Ridicule is a micro-level tactic involving the mocking or trivializing of the opposing group to diminish their standing. For example, feminist activists in the 1960s were derided with labels such as "bra-burners" or "women's lib," caricatures intended to diminish their political demands. At the meso-level, counter-movements may actively mobilize stigma to discourage identification with a cause. This tactic creates an environment where association with a movement becomes a source of discredit, such as framing affirmative action beneficiaries as "unqualified" to deter support. Finally, at the macro-level, counter-movements and civil society institutions may work to silence opposing voices from public discourse, particularly within mass media. This involves creating an environment where specific movements are ignored or their perspectives are systematically excluded from news coverage.

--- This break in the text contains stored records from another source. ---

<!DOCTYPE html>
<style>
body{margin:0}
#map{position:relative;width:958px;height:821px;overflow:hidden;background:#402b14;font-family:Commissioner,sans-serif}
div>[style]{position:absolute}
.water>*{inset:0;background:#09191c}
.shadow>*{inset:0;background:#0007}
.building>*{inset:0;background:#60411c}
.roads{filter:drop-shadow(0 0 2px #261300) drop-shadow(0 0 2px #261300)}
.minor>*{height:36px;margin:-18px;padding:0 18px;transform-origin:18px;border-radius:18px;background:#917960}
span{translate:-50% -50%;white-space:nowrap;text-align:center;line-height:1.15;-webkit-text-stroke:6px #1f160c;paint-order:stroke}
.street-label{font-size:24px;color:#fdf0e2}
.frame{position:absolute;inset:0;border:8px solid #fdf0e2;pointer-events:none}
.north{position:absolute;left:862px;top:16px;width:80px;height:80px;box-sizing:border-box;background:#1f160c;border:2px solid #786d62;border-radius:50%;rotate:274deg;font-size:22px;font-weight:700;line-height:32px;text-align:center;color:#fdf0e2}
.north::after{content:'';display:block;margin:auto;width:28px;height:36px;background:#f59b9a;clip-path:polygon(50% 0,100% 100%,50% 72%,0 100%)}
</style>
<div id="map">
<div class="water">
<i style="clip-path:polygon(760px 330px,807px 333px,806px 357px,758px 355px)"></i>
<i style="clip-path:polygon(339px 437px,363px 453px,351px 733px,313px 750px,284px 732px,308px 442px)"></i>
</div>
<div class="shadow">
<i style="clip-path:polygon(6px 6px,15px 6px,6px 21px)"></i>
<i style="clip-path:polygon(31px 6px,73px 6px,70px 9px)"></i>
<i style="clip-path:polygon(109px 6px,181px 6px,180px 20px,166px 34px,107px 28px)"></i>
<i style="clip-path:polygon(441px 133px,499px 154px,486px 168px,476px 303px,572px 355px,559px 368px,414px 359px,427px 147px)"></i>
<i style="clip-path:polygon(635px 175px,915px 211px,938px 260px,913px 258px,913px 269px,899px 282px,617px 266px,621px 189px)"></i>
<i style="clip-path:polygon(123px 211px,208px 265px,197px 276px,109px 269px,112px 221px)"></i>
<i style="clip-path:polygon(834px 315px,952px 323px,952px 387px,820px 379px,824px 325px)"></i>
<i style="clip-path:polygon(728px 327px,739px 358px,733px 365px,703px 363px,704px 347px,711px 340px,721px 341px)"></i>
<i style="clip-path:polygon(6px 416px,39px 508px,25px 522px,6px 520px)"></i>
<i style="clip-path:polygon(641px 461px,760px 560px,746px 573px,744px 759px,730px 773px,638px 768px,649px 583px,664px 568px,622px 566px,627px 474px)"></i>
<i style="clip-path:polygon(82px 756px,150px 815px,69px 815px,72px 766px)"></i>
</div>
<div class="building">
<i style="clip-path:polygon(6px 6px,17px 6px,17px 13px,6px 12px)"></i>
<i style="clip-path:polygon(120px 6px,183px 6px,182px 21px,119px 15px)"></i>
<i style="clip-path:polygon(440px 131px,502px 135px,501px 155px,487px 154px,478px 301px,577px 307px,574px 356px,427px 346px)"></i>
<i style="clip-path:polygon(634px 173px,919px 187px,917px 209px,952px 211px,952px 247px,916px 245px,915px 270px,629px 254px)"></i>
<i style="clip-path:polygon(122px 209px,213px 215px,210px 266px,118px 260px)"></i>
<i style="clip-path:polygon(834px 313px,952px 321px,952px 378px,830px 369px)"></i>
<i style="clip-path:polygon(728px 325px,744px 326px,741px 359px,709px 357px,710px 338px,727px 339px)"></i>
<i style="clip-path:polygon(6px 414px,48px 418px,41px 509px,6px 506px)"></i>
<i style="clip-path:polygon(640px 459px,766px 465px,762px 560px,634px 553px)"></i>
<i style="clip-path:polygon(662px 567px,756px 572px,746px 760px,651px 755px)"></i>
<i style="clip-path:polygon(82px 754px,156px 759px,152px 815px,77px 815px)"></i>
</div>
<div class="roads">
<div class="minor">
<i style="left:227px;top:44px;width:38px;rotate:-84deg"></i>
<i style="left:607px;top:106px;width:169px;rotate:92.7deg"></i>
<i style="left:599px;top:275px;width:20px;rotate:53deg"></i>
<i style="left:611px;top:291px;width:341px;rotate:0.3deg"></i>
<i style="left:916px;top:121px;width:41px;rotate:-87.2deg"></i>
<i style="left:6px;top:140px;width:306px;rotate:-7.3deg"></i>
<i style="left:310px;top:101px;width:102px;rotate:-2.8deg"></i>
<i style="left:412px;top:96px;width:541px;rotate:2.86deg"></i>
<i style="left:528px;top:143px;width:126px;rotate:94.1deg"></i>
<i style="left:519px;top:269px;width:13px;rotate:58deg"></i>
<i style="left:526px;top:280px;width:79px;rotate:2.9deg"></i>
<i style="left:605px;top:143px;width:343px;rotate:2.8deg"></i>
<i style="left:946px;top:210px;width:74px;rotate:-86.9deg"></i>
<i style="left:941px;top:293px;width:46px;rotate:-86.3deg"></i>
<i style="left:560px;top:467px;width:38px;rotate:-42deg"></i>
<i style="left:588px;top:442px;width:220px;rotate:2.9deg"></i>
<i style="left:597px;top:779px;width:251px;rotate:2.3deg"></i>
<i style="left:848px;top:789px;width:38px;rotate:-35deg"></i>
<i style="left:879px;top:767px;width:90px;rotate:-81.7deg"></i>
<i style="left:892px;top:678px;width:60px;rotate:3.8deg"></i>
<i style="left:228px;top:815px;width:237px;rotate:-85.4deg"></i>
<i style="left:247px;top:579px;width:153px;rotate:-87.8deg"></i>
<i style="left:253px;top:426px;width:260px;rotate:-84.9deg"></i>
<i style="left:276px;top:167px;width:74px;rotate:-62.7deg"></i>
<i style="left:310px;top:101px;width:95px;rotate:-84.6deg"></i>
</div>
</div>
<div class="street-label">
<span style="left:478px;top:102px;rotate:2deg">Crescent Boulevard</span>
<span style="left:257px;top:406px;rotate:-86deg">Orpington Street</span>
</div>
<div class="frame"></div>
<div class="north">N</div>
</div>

== Impact on Public Opinion ==
Experimental studies show that they way counter-protests are conducted can influence how the targeted movement is perceived. The use of non-normative means (e.g., violence or other disruptive tactics) can be perceived as an attack on the original protesters' right to free speech. This perceived attack then increases the sympathy for the original protesters. However, the same study did not find that the mere presence of counter-protests (without describing their tactics) influences public opinion. Moreover, the status of the groups involved also moderated the experimental effects. For instance, sympathy increased when White nationalists conducted a violent counter-protest against immigrant rights activist, but not in the reverse scenario.

==By country==
===Cuba===
In Cuba, various organizations can organize violent pro-government rallies known as "mitines de repudio" (repudiation meetings, often sponsored by the CDR) against groups such as Ladies in White and help in loading the opposition members into police buses directed to a nearby jail.

===United Kingdom===
Since World War II, protests by fascist, racist or counter-religious organizations have often been met by anti-racist or anti-fascist groups, many of which are aligned with the Labour Party. Counter-protest activity has been ramped up against anti-Islamist or anti-Muslim organizations since the September 11 attacks in the United States. During the 2024 United Kingdom riots, many anti-racist and anti-fascist organisations, such as Unite Against Fascism, counter protested against far right protesters, many Muslim youth and men also counter protested against far right protesters.

===United States===
====Counter-antiwar protests====
Since the announcement of the impending invasion on Iraq in 2003, anti-war protests were met with counter-protests by pro-war and socially-conservative groups such as Protest Warrior.

====Counter-healthcare reform protests====
After Barack Obama launched an initiative for healthcare reform, protests against government and Congress members by Tea Party members at townhall meetings were met with counter-protests by progressive/liberal activists and pro-labor unionists.

====Counter-protests against the Westboro Baptist Church====
The Westboro Baptist Church, which achieved notoriety for protesting homosexuality at various locations and events at which they were not invited, have been met with various counter-protests, including participation from high school and college students when the church members arrived to protest at their campuses.